Activity:
Exactly reproduce each record listed below.

Task input:

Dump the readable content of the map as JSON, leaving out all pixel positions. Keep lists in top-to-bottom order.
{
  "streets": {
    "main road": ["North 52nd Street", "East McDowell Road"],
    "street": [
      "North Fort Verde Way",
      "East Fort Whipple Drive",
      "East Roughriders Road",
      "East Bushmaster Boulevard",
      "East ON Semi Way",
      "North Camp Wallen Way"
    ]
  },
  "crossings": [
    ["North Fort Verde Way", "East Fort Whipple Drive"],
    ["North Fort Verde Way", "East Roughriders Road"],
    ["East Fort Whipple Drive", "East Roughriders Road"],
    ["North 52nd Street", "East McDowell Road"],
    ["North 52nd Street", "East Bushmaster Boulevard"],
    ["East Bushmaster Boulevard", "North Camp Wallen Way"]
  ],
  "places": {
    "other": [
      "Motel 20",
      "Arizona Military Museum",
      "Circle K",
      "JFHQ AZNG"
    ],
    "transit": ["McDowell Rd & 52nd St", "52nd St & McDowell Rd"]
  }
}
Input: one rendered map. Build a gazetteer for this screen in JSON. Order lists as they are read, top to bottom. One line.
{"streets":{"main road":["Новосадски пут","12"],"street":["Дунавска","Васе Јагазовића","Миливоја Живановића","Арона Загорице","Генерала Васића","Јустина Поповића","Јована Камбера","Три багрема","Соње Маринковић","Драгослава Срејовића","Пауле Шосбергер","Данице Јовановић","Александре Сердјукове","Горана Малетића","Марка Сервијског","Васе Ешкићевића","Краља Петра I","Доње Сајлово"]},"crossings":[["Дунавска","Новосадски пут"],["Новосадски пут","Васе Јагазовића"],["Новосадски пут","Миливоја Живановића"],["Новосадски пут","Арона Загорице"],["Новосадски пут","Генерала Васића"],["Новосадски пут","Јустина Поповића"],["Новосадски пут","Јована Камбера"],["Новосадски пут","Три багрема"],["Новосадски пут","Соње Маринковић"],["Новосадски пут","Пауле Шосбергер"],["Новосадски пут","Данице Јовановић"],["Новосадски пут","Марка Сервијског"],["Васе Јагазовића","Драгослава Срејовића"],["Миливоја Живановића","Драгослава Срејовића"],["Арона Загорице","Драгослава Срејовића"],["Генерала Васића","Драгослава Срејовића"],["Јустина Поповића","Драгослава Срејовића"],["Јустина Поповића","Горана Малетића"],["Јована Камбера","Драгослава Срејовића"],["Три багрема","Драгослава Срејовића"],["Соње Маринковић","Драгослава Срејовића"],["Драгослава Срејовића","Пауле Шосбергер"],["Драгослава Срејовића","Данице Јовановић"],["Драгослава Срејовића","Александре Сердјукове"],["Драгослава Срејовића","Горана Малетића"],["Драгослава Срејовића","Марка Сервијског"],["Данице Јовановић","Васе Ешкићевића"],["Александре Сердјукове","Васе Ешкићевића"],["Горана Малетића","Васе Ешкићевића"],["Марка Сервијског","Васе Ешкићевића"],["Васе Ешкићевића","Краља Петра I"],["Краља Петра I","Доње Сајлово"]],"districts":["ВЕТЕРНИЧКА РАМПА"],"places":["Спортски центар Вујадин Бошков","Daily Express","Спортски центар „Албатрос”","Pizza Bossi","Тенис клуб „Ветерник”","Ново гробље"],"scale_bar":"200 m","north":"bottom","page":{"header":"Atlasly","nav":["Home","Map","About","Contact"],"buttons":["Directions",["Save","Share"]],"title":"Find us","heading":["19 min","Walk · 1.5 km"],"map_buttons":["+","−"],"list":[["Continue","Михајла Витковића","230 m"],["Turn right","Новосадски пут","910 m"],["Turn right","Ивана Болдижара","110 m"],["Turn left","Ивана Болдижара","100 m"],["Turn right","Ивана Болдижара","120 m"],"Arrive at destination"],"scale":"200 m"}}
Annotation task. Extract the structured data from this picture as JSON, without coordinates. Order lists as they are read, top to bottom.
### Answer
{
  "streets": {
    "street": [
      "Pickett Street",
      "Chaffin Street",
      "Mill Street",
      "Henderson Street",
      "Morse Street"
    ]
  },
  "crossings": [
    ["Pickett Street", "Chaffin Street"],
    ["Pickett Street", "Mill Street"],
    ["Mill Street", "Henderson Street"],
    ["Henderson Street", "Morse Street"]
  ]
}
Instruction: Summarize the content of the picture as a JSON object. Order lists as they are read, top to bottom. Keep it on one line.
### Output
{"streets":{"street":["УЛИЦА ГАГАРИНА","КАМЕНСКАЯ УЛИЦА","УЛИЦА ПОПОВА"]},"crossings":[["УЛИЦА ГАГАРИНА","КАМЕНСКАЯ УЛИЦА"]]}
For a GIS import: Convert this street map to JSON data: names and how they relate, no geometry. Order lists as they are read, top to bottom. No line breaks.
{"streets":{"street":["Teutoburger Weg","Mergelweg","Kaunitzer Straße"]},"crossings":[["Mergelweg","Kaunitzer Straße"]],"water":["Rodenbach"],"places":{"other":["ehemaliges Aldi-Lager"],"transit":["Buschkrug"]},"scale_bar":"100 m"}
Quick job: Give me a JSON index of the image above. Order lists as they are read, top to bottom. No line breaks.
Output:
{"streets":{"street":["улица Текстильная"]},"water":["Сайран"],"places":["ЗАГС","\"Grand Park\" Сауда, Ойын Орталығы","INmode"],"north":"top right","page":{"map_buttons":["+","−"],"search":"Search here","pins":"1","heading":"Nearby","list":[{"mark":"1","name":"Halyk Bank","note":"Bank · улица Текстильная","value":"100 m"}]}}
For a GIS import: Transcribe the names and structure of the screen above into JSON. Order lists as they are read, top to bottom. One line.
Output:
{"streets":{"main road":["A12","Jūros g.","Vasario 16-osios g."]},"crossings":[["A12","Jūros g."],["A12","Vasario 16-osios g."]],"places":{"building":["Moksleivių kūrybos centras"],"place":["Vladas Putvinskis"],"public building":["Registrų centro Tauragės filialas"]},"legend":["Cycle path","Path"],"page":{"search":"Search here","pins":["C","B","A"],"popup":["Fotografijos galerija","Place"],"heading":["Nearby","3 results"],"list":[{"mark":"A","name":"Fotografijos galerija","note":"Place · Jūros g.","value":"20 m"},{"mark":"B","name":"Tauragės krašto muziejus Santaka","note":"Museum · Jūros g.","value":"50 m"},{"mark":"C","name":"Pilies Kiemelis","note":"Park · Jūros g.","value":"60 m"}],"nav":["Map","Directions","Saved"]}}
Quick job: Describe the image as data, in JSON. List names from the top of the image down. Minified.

Result of this task:
Dump the readable content of the map as JSON, leaving out all pixel positions. Keep lists in top-to-bottom order.
{
  "streets": {
    "main road": ["North 52nd Street", "East McDowell Road"],
    "street": [
      "North Fort Verde Way",
      "East Fort Whipple Drive",
      "East Roughriders Road",
      "East Bushmaster Boulevard",
      "East ON Semi Way",
      "North Camp Wallen Way"
    ]
  },
  "crossings": [
    ["North Fort Verde Way", "East Fort Whipple Drive"],
    ["North Fort Verde Way", "East Roughriders Road"],
    ["East Fort Whipple Drive", "East Roughriders Road"],
    ["North 52nd Street", "East McDowell Road"],
    ["North 52nd Street", "East Bushmaster Boulevard"],
    ["East Bushmaster Boulevard", "North Camp Wallen Way"]
  ],
  "places": {
    "other": [
      "Motel 20",
      "Arizona Military Museum",
      "Circle K",
      "JFHQ AZNG"
    ],
    "transit": ["McDowell Rd & 52nd St", "52nd St & McDowell Rd"]
  }
}
Input: one rendered map. Build a gazetteer for this screen in JSON. Order lists as they are read, top to bottom. One line.
{"streets":{"main road":["Новосадски пут","12"],"street":["Дунавска","Васе Јагазовића","Миливоја Живановића","Арона Загорице","Генерала Васића","Јустина Поповића","Јована Камбера","Три багрема","Соње Маринковић","Драгослава Срејовића","Пауле Шосбергер","Данице Јовановић","Александре Сердјукове","Горана Малетића","Марка Сервијског","Васе Ешкићевића","Краља Петра I","Доње Сајлово"]},"crossings":[["Дунавска","Новосадски пут"],["Новосадски пут","Васе Јагазовића"],["Новосадски пут","Миливоја Живановића"],["Новосадски пут","Арона Загорице"],["Новосадски пут","Генерала Васића"],["Новосадски пут","Јустина Поповића"],["Новосадски пут","Јована Камбера"],["Новосадски пут","Три багрема"],["Новосадски пут","Соње Маринковић"],["Новосадски пут","Пауле Шосбергер"],["Новосадски пут","Данице Јовановић"],["Новосадски пут","Марка Сервијског"],["Васе Јагазовића","Драгослава Срејовића"],["Миливоја Живановића","Драгослава Срејовића"],["Арона Загорице","Драгослава Срејовића"],["Генерала Васића","Драгослава Срејовића"],["Јустина Поповића","Драгослава Срејовића"],["Јустина Поповића","Горана Малетића"],["Јована Камбера","Драгослава Срејовића"],["Три багрема","Драгослава Срејовића"],["Соње Маринковић","Драгослава Срејовића"],["Драгослава Срејовића","Пауле Шосбергер"],["Драгослава Срејовића","Данице Јовановић"],["Драгослава Срејовића","Александре Сердјукове"],["Драгослава Срејовића","Горана Малетића"],["Драгослава Срејовића","Марка Сервијског"],["Данице Јовановић","Васе Ешкићевића"],["Александре Сердјукове","Васе Ешкићевића"],["Горана Малетића","Васе Ешкићевића"],["Марка Сервијског","Васе Ешкићевића"],["Васе Ешкићевића","Краља Петра I"],["Краља Петра I","Доње Сајлово"]],"districts":["ВЕТЕРНИЧКА РАМПА"],"places":["Спортски центар Вујадин Бошков","Daily Express","Спортски центар „Албатрос”","Pizza Bossi","Тенис клуб „Ветерник”","Ново гробље"],"scale_bar":"200 m","north":"bottom","page":{"header":"Atlasly","nav":["Home","Map","About","Contact"],"buttons":["Directions",["Save","Share"]],"title":"Find us","heading":["19 min","Walk · 1.5 km"],"map_buttons":["+","−"],"list":[["Continue","Михајла Витковића","230 m"],["Turn right","Новосадски пут","910 m"],["Turn right","Ивана Болдижара","110 m"],["Turn left","Ивана Болдижара","100 m"],["Turn right","Ивана Болдижара","120 m"],"Arrive at destination"],"scale":"200 m"}}
Annotation task. Extract the structured data from this picture as JSON, without coordinates. Order lists as they are read, top to bottom.
### Answer
{
  "streets": {
    "street": [
      "Pickett Street",
      "Chaffin Street",
      "Mill Street",
      "Henderson Street",
      "Morse Street"
    ]
  },
  "crossings": [
    ["Pickett Street", "Chaffin Street"],
    ["Pickett Street", "Mill Street"],
    ["Mill Street", "Henderson Street"],
    ["Henderson Street", "Morse Street"]
  ]
}
Instruction: Summarize the content of the picture as a JSON object. Order lists as they are read, top to bottom. Keep it on one line.
### Output
{"streets":{"street":["УЛИЦА ГАГАРИНА","КАМЕНСКАЯ УЛИЦА","УЛИЦА ПОПОВА"]},"crossings":[["УЛИЦА ГАГАРИНА","КАМЕНСКАЯ УЛИЦА"]]}
For a GIS import: Convert this street map to JSON data: names and how they relate, no geometry. Order lists as they are read, top to bottom. No line breaks.
{"streets":{"street":["Teutoburger Weg","Mergelweg","Kaunitzer Straße"]},"crossings":[["Mergelweg","Kaunitzer Straße"]],"water":["Rodenbach"],"places":{"other":["ehemaliges Aldi-Lager"],"transit":["Buschkrug"]},"scale_bar":"100 m"}
Quick job: Give me a JSON index of the image above. Order lists as they are read, top to bottom. No line breaks.
Output:
{"streets":{"street":["улица Текстильная"]},"water":["Сайран"],"places":["ЗАГС","\"Grand Park\" Сауда, Ойын Орталығы","INmode"],"north":"top right","page":{"map_buttons":["+","−"],"search":"Search here","pins":"1","heading":"Nearby","list":[{"mark":"1","name":"Halyk Bank","note":"Bank · улица Текстильная","value":"100 m"}]}}
For a GIS import: Transcribe the names and structure of the screen above into JSON. Order lists as they are read, top to bottom. One line.
Output:
{"streets":{"main road":["A12","Jūros g.","Vasario 16-osios g."]},"crossings":[["A12","Jūros g."],["A12","Vasario 16-osios g."]],"places":{"building":["Moksleivių kūrybos centras"],"place":["Vladas Putvinskis"],"public building":["Registrų centro Tauragės filialas"]},"legend":["Cycle path","Path"],"page":{"search":"Search here","pins":["C","B","A"],"popup":["Fotografijos galerija","Place"],"heading":["Nearby","3 results"],"list":[{"mark":"A","name":"Fotografijos galerija","note":"Place · Jūros g.","value":"20 m"},{"mark":"B","name":"Tauragės krašto muziejus Santaka","note":"Museum · Jūros g.","value":"50 m"},{"mark":"C","name":"Pilies Kiemelis","note":"Park · Jūros g.","value":"60 m"}],"nav":["Map","Directions","Saved"]}}
Quick job: Describe the image as data, in JSON. List names from the top of the image down. Minified.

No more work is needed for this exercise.